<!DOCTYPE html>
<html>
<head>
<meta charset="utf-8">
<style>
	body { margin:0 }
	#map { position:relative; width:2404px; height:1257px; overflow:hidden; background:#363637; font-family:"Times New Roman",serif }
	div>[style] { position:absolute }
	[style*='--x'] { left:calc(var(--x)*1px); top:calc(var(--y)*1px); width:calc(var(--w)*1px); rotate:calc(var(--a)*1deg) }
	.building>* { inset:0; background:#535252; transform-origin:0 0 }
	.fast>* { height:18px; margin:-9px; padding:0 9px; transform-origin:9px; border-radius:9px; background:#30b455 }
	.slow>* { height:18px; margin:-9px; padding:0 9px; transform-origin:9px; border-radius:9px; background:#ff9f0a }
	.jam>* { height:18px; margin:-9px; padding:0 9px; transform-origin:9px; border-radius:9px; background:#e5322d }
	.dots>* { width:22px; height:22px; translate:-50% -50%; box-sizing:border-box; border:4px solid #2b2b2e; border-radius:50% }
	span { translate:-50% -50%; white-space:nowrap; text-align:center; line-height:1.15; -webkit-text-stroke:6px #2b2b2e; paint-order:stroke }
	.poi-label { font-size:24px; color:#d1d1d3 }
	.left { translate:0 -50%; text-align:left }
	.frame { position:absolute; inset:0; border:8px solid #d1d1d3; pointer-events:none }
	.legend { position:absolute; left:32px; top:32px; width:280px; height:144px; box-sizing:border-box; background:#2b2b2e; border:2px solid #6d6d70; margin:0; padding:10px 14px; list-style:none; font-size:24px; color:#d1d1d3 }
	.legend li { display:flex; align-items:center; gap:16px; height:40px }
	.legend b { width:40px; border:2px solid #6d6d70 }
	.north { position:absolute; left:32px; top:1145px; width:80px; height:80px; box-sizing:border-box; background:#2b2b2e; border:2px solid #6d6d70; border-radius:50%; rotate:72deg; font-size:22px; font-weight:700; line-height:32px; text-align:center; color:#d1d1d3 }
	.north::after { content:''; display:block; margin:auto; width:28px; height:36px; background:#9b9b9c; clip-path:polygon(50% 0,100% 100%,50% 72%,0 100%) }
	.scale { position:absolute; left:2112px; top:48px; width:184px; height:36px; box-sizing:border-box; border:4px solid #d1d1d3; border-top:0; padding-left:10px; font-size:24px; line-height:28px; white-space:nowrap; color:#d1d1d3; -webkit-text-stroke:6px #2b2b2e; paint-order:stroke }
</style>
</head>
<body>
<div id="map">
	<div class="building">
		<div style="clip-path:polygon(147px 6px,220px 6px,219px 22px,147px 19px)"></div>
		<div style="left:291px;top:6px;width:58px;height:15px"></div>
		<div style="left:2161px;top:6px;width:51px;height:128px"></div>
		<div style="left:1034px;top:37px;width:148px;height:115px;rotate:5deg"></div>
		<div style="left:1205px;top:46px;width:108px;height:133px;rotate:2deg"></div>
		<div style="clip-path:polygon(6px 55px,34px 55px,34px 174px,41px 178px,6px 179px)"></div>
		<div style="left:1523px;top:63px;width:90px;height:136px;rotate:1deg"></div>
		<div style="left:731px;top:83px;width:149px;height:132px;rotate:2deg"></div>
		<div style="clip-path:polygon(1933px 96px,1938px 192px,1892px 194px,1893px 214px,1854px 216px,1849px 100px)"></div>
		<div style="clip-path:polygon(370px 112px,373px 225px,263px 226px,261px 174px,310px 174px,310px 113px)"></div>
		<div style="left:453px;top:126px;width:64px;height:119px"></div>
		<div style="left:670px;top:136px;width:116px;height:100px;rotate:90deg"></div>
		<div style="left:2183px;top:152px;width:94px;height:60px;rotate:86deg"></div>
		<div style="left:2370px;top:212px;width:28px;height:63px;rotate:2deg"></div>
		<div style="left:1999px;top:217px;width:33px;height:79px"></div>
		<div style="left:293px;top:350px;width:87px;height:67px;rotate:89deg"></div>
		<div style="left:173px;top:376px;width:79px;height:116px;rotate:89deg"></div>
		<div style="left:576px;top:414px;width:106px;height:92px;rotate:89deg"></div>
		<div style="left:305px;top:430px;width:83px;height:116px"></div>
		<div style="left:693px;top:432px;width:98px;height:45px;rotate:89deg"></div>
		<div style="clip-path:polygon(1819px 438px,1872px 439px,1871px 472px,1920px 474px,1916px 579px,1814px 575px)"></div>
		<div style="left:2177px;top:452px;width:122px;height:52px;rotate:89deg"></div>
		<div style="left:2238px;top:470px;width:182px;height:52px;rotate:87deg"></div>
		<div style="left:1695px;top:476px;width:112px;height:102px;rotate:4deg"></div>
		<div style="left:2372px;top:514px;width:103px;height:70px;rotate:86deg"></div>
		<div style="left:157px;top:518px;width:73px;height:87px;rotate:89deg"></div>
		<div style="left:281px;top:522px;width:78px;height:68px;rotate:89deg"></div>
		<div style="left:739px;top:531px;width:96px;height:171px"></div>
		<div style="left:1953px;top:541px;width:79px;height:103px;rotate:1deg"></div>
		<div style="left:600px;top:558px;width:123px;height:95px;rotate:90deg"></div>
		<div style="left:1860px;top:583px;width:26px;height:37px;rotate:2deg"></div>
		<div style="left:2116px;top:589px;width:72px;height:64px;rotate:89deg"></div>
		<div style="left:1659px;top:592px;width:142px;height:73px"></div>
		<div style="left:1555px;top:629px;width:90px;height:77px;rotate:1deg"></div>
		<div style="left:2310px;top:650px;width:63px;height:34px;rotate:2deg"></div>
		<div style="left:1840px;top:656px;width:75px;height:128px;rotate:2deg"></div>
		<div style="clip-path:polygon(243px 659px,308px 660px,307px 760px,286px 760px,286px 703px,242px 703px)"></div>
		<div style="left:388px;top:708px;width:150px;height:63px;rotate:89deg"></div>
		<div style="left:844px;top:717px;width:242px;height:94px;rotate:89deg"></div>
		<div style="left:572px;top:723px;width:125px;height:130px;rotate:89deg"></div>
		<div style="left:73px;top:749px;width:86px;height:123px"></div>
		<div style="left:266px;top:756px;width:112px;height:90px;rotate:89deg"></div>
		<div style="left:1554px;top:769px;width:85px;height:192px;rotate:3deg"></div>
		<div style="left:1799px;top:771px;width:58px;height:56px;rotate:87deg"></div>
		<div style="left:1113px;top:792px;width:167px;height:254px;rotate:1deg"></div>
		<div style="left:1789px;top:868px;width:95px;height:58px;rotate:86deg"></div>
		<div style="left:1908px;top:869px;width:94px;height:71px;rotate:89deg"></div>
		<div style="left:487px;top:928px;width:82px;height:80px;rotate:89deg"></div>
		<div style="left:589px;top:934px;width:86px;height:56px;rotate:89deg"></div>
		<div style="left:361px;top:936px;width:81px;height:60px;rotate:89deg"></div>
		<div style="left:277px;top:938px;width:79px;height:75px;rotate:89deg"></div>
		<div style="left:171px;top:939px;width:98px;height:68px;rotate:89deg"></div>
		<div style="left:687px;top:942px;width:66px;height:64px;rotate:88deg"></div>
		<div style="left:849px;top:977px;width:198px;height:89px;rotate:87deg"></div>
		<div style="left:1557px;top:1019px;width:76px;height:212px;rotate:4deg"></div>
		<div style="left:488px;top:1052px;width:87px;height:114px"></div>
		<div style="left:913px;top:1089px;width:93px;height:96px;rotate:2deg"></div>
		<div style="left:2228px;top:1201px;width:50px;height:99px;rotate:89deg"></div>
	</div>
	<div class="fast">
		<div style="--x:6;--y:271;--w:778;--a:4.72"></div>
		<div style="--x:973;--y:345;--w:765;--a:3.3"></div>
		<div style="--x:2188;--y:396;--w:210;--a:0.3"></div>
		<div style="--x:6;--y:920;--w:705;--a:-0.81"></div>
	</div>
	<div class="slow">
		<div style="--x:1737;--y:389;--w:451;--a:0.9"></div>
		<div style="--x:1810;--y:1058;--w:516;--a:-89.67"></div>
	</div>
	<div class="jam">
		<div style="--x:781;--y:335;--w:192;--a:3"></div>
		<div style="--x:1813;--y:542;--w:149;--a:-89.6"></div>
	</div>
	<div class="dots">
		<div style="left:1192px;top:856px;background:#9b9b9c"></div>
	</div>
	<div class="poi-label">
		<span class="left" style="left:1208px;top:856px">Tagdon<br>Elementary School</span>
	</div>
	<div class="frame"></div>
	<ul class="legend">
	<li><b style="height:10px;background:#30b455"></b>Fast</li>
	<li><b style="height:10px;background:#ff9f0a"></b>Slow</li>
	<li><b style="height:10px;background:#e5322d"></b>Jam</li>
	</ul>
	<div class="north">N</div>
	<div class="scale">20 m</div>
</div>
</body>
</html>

====

● TASK BRIEF:
Copy all lines of the material above where the string "label" occurs.

● OUTPUT FOR THIS EXERCISE:
	.poi-label { font-size:24px; color:#d1d1d3 }
	<div class="poi-label">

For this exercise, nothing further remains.